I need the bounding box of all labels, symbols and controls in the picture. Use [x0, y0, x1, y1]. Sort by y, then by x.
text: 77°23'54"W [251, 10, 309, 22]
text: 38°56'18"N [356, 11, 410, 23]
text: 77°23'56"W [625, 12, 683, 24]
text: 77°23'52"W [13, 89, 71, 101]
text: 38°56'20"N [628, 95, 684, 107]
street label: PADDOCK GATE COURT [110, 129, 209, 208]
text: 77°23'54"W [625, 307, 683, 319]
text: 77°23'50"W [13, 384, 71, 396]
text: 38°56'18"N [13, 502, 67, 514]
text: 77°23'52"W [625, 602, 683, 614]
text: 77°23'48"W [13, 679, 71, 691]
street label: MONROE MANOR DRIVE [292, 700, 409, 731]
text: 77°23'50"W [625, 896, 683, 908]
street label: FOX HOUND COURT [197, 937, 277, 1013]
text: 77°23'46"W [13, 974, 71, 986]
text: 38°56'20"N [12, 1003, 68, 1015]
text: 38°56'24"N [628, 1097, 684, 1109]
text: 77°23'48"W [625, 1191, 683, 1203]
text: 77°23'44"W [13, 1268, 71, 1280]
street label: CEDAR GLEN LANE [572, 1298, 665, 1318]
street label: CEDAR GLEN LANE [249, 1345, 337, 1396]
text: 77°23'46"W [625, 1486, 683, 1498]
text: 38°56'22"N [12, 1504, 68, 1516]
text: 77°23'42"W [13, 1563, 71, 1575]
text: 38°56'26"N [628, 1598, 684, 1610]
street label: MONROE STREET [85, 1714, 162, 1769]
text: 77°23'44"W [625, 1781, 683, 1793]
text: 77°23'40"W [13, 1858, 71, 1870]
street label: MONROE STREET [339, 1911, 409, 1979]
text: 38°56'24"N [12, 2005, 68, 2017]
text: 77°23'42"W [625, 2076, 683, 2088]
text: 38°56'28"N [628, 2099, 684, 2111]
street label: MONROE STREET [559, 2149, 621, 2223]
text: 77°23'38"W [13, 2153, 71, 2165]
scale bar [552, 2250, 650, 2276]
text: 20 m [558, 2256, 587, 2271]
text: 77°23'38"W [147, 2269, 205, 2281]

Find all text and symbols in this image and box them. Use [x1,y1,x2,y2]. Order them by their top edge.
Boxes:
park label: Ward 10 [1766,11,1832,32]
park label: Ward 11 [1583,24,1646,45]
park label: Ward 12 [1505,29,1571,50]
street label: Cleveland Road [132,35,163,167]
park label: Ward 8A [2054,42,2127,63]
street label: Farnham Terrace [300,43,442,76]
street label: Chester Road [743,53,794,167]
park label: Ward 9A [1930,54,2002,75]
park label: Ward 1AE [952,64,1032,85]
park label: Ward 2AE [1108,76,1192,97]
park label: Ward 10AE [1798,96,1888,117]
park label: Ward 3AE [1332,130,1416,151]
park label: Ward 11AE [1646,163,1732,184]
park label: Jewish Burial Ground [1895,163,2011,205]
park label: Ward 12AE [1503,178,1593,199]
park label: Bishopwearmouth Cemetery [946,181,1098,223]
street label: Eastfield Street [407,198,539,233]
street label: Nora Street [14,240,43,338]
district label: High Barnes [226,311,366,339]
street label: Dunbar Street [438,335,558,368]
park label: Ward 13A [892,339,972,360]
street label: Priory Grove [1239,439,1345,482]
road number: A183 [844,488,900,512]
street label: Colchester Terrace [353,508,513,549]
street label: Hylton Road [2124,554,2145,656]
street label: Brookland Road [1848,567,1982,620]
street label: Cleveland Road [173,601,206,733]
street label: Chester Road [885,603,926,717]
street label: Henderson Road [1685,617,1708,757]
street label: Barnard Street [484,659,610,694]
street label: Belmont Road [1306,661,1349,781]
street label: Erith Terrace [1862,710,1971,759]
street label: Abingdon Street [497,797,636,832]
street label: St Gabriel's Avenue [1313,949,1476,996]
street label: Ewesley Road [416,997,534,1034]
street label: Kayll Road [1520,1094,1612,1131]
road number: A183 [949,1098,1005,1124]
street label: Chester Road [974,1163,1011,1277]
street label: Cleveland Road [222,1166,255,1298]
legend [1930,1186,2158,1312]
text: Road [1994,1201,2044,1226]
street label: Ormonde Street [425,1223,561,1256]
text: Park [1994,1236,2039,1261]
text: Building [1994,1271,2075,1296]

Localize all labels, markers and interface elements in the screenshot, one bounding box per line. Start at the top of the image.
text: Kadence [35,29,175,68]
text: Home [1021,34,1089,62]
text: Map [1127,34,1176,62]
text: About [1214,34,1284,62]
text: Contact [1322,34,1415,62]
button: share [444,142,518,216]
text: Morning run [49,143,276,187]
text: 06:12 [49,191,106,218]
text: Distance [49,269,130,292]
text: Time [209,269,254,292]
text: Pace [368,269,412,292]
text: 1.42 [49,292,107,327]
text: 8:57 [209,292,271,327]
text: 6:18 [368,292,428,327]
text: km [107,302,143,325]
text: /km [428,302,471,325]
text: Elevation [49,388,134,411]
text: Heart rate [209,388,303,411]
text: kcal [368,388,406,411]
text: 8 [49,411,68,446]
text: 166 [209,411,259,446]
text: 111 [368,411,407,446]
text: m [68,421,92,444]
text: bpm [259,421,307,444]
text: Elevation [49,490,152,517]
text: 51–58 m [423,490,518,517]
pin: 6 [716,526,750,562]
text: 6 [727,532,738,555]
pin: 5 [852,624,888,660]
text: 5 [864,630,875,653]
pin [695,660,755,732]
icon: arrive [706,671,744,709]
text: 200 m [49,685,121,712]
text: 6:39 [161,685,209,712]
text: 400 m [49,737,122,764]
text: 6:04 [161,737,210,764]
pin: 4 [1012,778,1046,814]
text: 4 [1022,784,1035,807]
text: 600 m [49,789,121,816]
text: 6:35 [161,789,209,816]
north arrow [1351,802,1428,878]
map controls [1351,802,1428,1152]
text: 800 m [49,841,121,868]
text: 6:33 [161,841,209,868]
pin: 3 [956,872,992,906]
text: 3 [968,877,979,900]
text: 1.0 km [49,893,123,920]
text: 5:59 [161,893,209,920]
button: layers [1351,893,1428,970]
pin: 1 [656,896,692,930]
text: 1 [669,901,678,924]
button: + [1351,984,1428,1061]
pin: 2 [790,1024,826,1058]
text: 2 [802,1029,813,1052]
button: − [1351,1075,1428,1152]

Task ->
Could you reproduce every record above exactly as it appears?

Response to the exercise ->
I need the bounding box of all labels, symbols and controls in the picture. Use [x0, y0, x1, y1]. Sort by y, then by x.
text: 77°23'54"W [251, 10, 309, 22]
text: 38°56'18"N [356, 11, 410, 23]
text: 77°23'56"W [625, 12, 683, 24]
text: 77°23'52"W [13, 89, 71, 101]
text: 38°56'20"N [628, 95, 684, 107]
street label: PADDOCK GATE COURT [110, 129, 209, 208]
text: 77°23'54"W [625, 307, 683, 319]
text: 77°23'50"W [13, 384, 71, 396]
text: 38°56'18"N [13, 502, 67, 514]
text: 77°23'52"W [625, 602, 683, 614]
text: 77°23'48"W [13, 679, 71, 691]
street label: MONROE MANOR DRIVE [292, 700, 409, 731]
text: 77°23'50"W [625, 896, 683, 908]
street label: FOX HOUND COURT [197, 937, 277, 1013]
text: 77°23'46"W [13, 974, 71, 986]
text: 38°56'20"N [12, 1003, 68, 1015]
text: 38°56'24"N [628, 1097, 684, 1109]
text: 77°23'48"W [625, 1191, 683, 1203]
text: 77°23'44"W [13, 1268, 71, 1280]
street label: CEDAR GLEN LANE [572, 1298, 665, 1318]
street label: CEDAR GLEN LANE [249, 1345, 337, 1396]
text: 77°23'46"W [625, 1486, 683, 1498]
text: 38°56'22"N [12, 1504, 68, 1516]
text: 77°23'42"W [13, 1563, 71, 1575]
text: 38°56'26"N [628, 1598, 684, 1610]
street label: MONROE STREET [85, 1714, 162, 1769]
text: 77°23'44"W [625, 1781, 683, 1793]
text: 77°23'40"W [13, 1858, 71, 1870]
street label: MONROE STREET [339, 1911, 409, 1979]
text: 38°56'24"N [12, 2005, 68, 2017]
text: 77°23'42"W [625, 2076, 683, 2088]
text: 38°56'28"N [628, 2099, 684, 2111]
street label: MONROE STREET [559, 2149, 621, 2223]
text: 77°23'38"W [13, 2153, 71, 2165]
scale bar [552, 2250, 650, 2276]
text: 20 m [558, 2256, 587, 2271]
text: 77°23'38"W [147, 2269, 205, 2281]

Find all text and symbols in this image and box them. Use [x1,y1,x2,y2]. Order them by their top edge.
Boxes:
park label: Ward 10 [1766,11,1832,32]
park label: Ward 11 [1583,24,1646,45]
park label: Ward 12 [1505,29,1571,50]
street label: Cleveland Road [132,35,163,167]
park label: Ward 8A [2054,42,2127,63]
street label: Farnham Terrace [300,43,442,76]
street label: Chester Road [743,53,794,167]
park label: Ward 9A [1930,54,2002,75]
park label: Ward 1AE [952,64,1032,85]
park label: Ward 2AE [1108,76,1192,97]
park label: Ward 10AE [1798,96,1888,117]
park label: Ward 3AE [1332,130,1416,151]
park label: Ward 11AE [1646,163,1732,184]
park label: Jewish Burial Ground [1895,163,2011,205]
park label: Ward 12AE [1503,178,1593,199]
park label: Bishopwearmouth Cemetery [946,181,1098,223]
street label: Eastfield Street [407,198,539,233]
street label: Nora Street [14,240,43,338]
district label: High Barnes [226,311,366,339]
street label: Dunbar Street [438,335,558,368]
park label: Ward 13A [892,339,972,360]
street label: Priory Grove [1239,439,1345,482]
road number: A183 [844,488,900,512]
street label: Colchester Terrace [353,508,513,549]
street label: Hylton Road [2124,554,2145,656]
street label: Brookland Road [1848,567,1982,620]
street label: Cleveland Road [173,601,206,733]
street label: Chester Road [885,603,926,717]
street label: Henderson Road [1685,617,1708,757]
street label: Barnard Street [484,659,610,694]
street label: Belmont Road [1306,661,1349,781]
street label: Erith Terrace [1862,710,1971,759]
street label: Abingdon Street [497,797,636,832]
street label: St Gabriel's Avenue [1313,949,1476,996]
street label: Ewesley Road [416,997,534,1034]
street label: Kayll Road [1520,1094,1612,1131]
road number: A183 [949,1098,1005,1124]
street label: Chester Road [974,1163,1011,1277]
street label: Cleveland Road [222,1166,255,1298]
legend [1930,1186,2158,1312]
text: Road [1994,1201,2044,1226]
street label: Ormonde Street [425,1223,561,1256]
text: Park [1994,1236,2039,1261]
text: Building [1994,1271,2075,1296]

Localize all labels, markers and interface elements in the screenshot, one bounding box per line. Start at the top of the image.
text: Kadence [35,29,175,68]
text: Home [1021,34,1089,62]
text: Map [1127,34,1176,62]
text: About [1214,34,1284,62]
text: Contact [1322,34,1415,62]
button: share [444,142,518,216]
text: Morning run [49,143,276,187]
text: 06:12 [49,191,106,218]
text: Distance [49,269,130,292]
text: Time [209,269,254,292]
text: Pace [368,269,412,292]
text: 1.42 [49,292,107,327]
text: 8:57 [209,292,271,327]
text: 6:18 [368,292,428,327]
text: km [107,302,143,325]
text: /km [428,302,471,325]
text: Elevation [49,388,134,411]
text: Heart rate [209,388,303,411]
text: kcal [368,388,406,411]
text: 8 [49,411,68,446]
text: 166 [209,411,259,446]
text: 111 [368,411,407,446]
text: m [68,421,92,444]
text: bpm [259,421,307,444]
text: Elevation [49,490,152,517]
text: 51–58 m [423,490,518,517]
pin: 6 [716,526,750,562]
text: 6 [727,532,738,555]
pin: 5 [852,624,888,660]
text: 5 [864,630,875,653]
pin [695,660,755,732]
icon: arrive [706,671,744,709]
text: 200 m [49,685,121,712]
text: 6:39 [161,685,209,712]
text: 400 m [49,737,122,764]
text: 6:04 [161,737,210,764]
pin: 4 [1012,778,1046,814]
text: 4 [1022,784,1035,807]
text: 600 m [49,789,121,816]
text: 6:35 [161,789,209,816]
north arrow [1351,802,1428,878]
map controls [1351,802,1428,1152]
text: 800 m [49,841,121,868]
text: 6:33 [161,841,209,868]
pin: 3 [956,872,992,906]
text: 3 [968,877,979,900]
text: 1.0 km [49,893,123,920]
text: 5:59 [161,893,209,920]
button: layers [1351,893,1428,970]
pin: 1 [656,896,692,930]
text: 1 [669,901,678,924]
button: + [1351,984,1428,1061]
pin: 2 [790,1024,826,1058]
text: 2 [802,1029,813,1052]
button: − [1351,1075,1428,1152]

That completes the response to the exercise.